Prevent that resources are deployed manually and/or improperly labeled.
Staying with virtualization as a simile for cloud: as a result we did not bring total cost down by virtualization but we did lower the cost per instance. However, and this should also have your head nodding in recognition, it resulted in a chaotic landscape of virtual instances and a not so up-to-date configuration database. Maintaining an up-to-date CMDB in any IT environment has time and again proven to be very difficult. Cloud services will make it impossible to have an accurate central database.
So, problems then? Yes! Because from a governance standpoint we want to ensure that IT budget and resources are well spent and that we do not run any undue risk. The aim is to prevent that resources are deployed manually and/or improperly labeled.
So, how do we compel cloud users to adhere to strict deployment and tagging policies?

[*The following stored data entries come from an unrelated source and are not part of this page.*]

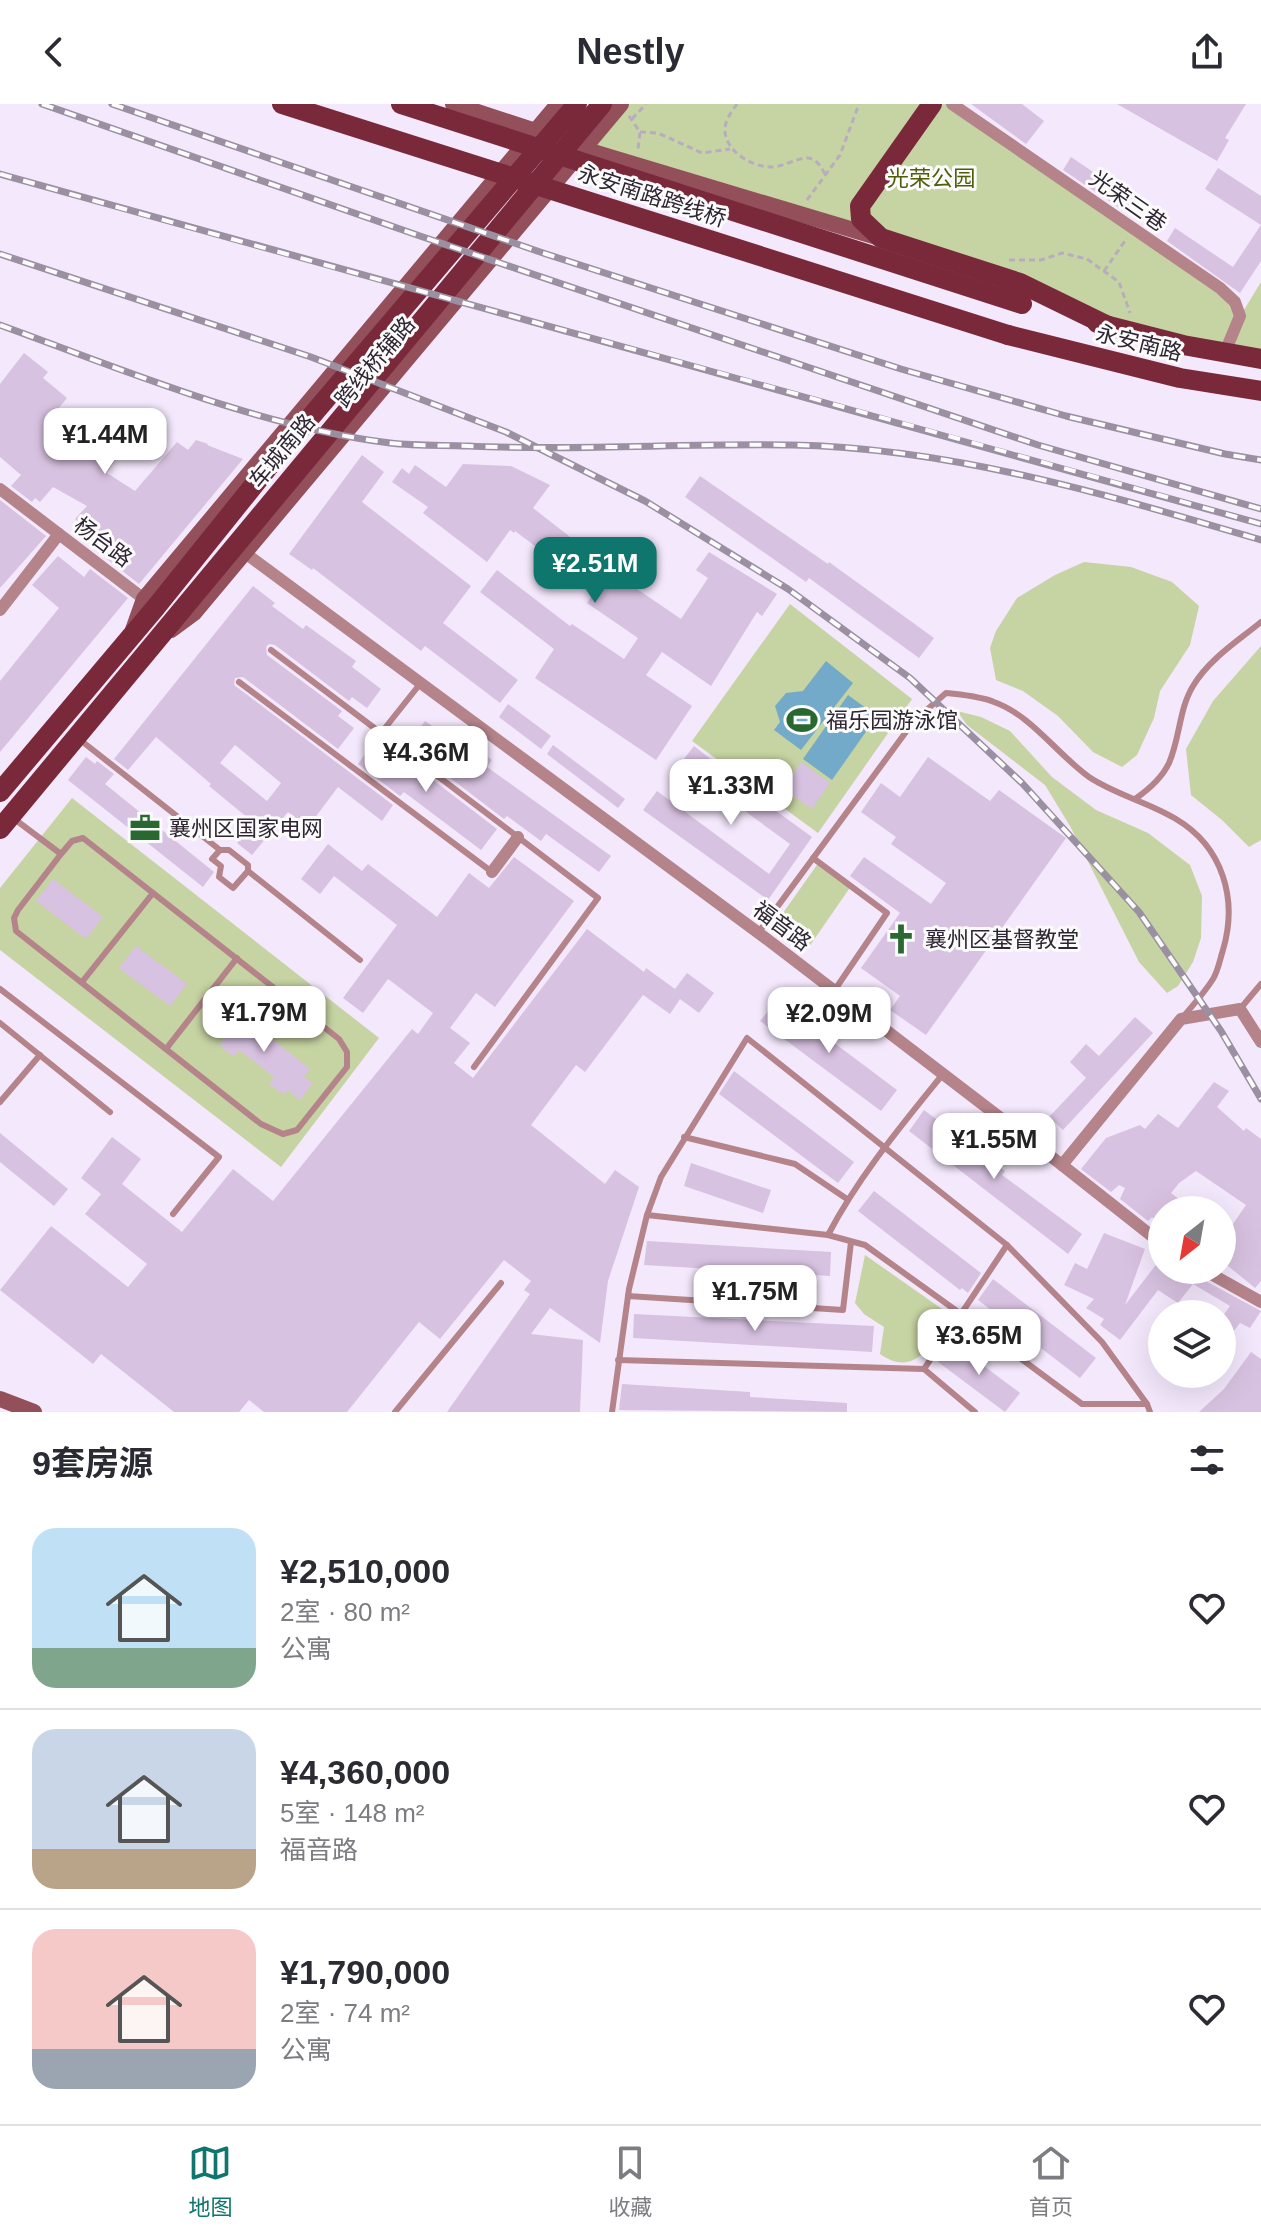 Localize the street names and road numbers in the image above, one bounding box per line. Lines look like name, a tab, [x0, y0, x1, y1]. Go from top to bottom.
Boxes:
street label: 永安南路跨线桥	[575, 160, 729, 232]
street label: 光荣三巷	[1085, 166, 1171, 236]
street label: 跨线桥辅路	[330, 312, 420, 412]
street label: 永安南路	[1093, 320, 1185, 366]
street label: 车城南路	[244, 409, 320, 493]
street label: 杨台路	[69, 512, 137, 572]
street label: 福音路	[748, 896, 816, 956] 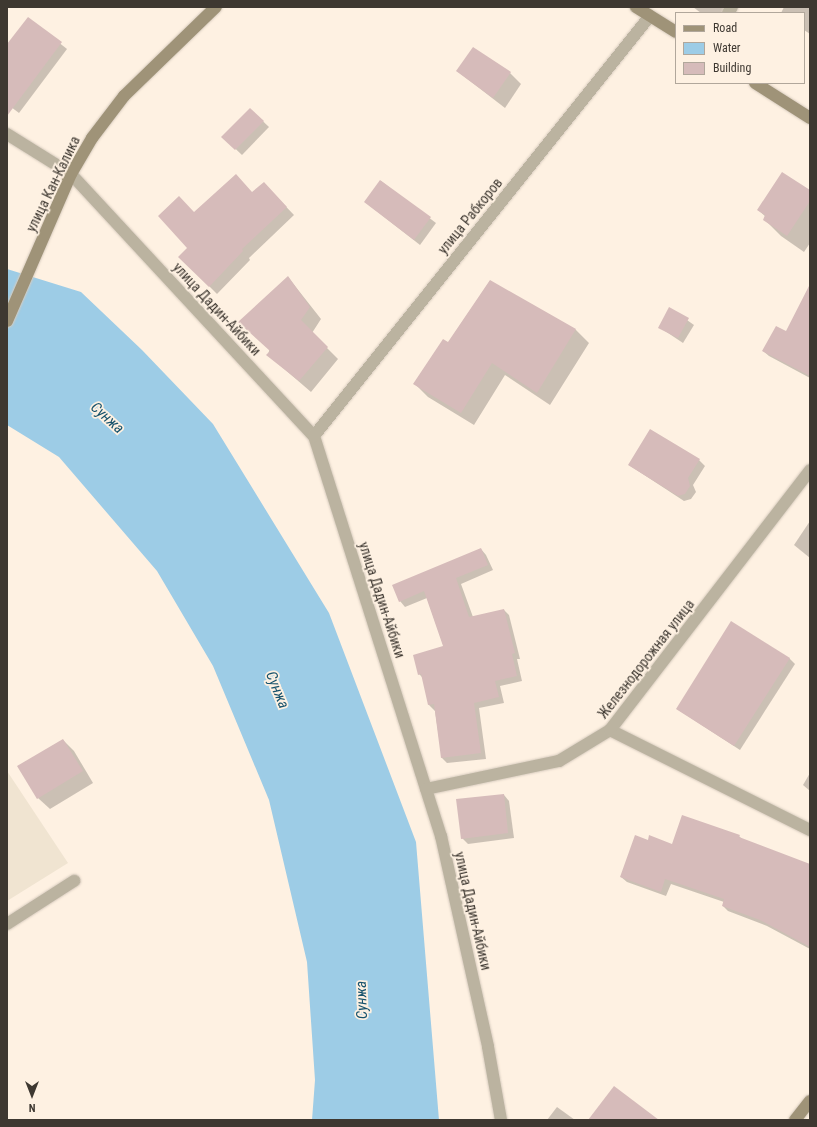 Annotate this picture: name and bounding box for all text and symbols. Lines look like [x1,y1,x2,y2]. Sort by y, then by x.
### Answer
legend [675,12,805,84]
text: Road [713,21,737,35]
text: Water [713,41,741,55]
text: Building [713,61,751,75]
street label: улица Кан-Калика [23,133,83,235]
street label: улица Рабкоров [434,175,506,257]
street label: улица Дадин-Айбики [170,259,264,359]
water label: Сунжа [87,398,127,438]
street label: улица Дадин-Айбики [355,540,409,660]
street label: Железнодорожная улица [594,596,698,722]
water label: Сунжа [261,669,293,711]
street label: улица Дадин-Айбики [451,850,495,972]
water label: Сунжа [352,981,372,1019]
north arrow [12,1075,52,1115]
text: N [29,1101,35,1114] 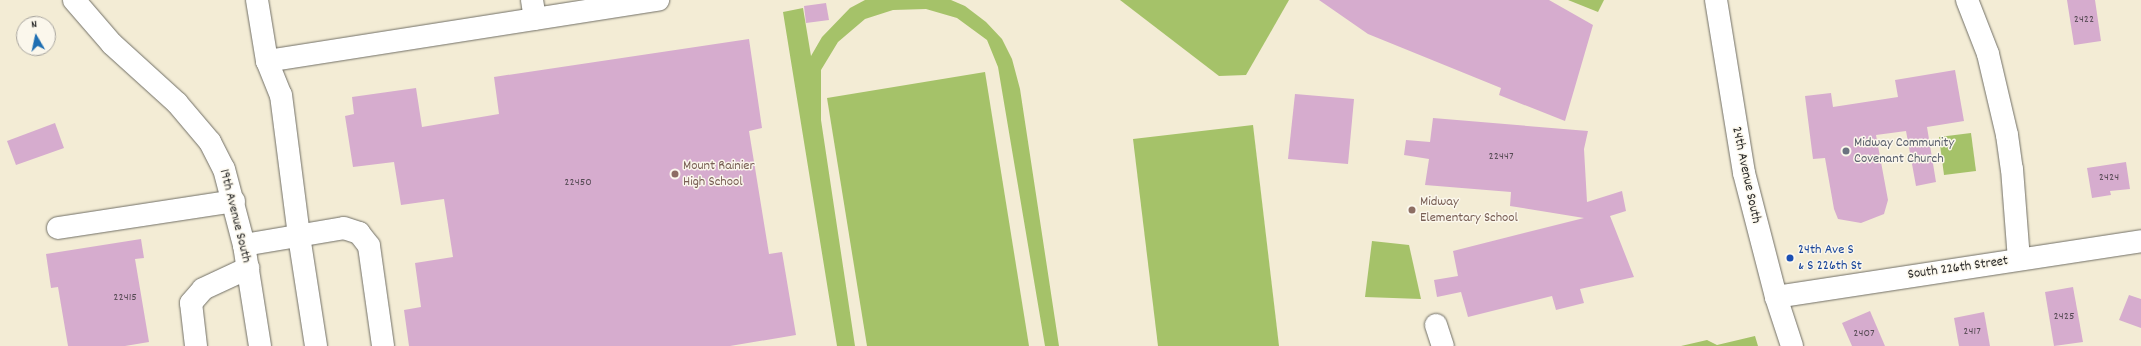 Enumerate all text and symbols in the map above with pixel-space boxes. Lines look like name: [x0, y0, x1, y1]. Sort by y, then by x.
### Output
house number: 2422: [2074, 13, 2094, 27]
north arrow: [16, 16, 56, 56]
text: N: [30, 17, 38, 33]
street label: 24th Avenue South: [1728, 125, 1764, 225]
place label: Midway Community Covenant Church: [1854, 135, 1954, 168]
marker: Midway Community Covenant Church: [1841, 146, 1851, 156]
house number: 22447: [1488, 150, 1514, 164]
place label: Mount Rainier High School: [683, 158, 755, 190]
street label: 19th Avenue South: [215, 167, 255, 265]
marker: Mount Rainier High School: [670, 169, 680, 179]
house number: 2424: [2099, 171, 2119, 185]
house number: 22450: [564, 176, 592, 190]
place label: Midway Elementary School: [1420, 194, 1518, 226]
marker: Midway Elementary School: [1407, 205, 1417, 215]
place label: 24th Ave S & S 226th St: [1798, 242, 1862, 274]
marker: 24th Ave S & S 226th St: [1785, 253, 1795, 263]
street label: South 226th Street: [1907, 253, 2009, 283]
house number: 22415: [113, 291, 137, 305]
house number: 2425: [2053, 310, 2075, 324]
house number: 2417: [1963, 325, 1981, 339]
house number: 2407: [1853, 327, 1875, 341]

In what should be a familiar theme by now, we will fix it with automation. Automated deployments, automated configurations [Configuration and Asset Management] and some really sweet tagging policies. We use tags to label instances. Tags will be used extensively and with good reason. Use them to allocate cost, register support contact(s), data privacy sensitivity, application security sensitivity, etc., etc.. Tags are also indispensable when it comes to operational management tasks. For instance; finding databases with a certain version so they can be patched will be a cinch.
To come back to our governance processes: we have to communicate. Communicate why we care about this process and how we perform it. Report on the effectiveness of our automation and labeling. How accurate our knowledge is of our assets and configuration items. And, if we are successful in allocating cost and detecting compliance and security risks.
Here are some more tips.
Focus on Acceptance and Production environments as opposed to complete DTAP.
Routinely compare different sources of configuration and asset information to find discrepancies. This is a means to improve the data and the process.
Scripts, forms or whatever shape deployment requests have in your organization, should take into account important information such as:
- Application (application nr. and/or name)
- Application role (OTAP)
- Part of cluster
- Software versions
- Application owner
- Cost code (Project, dept, or unit to allocate cost to)
- Deployment requester
- CIA classification
*Plenty of organizations do not employ charge-back or show-back to allocate IT cost to business units or service chains. IT spend is just a lump sum cost on the overall budget of the organization. There’s little incentive there to make the considerable effort of administrating assets and items. However, there are not a lot of organizations that do not care about IT cost, efficiency, regulatory compliance, etc.. It’s just that there is little understanding of the relation between them. Extra effort is required to make sure this a priority when going cloud
Process or Activity
Demarcation of Responsibilities
Configuration and Asset Management responsibilities stay in place.
CCoE is responsible for tagging implementation and monitoring compliance on tag use.
CCoE creates reports and/or dashboard for process management.
To Do List
Limit Configuration Management scope to only Acceptance and Production systems.
Plan periodic exception reporting based on contrasts in overlapping data sets.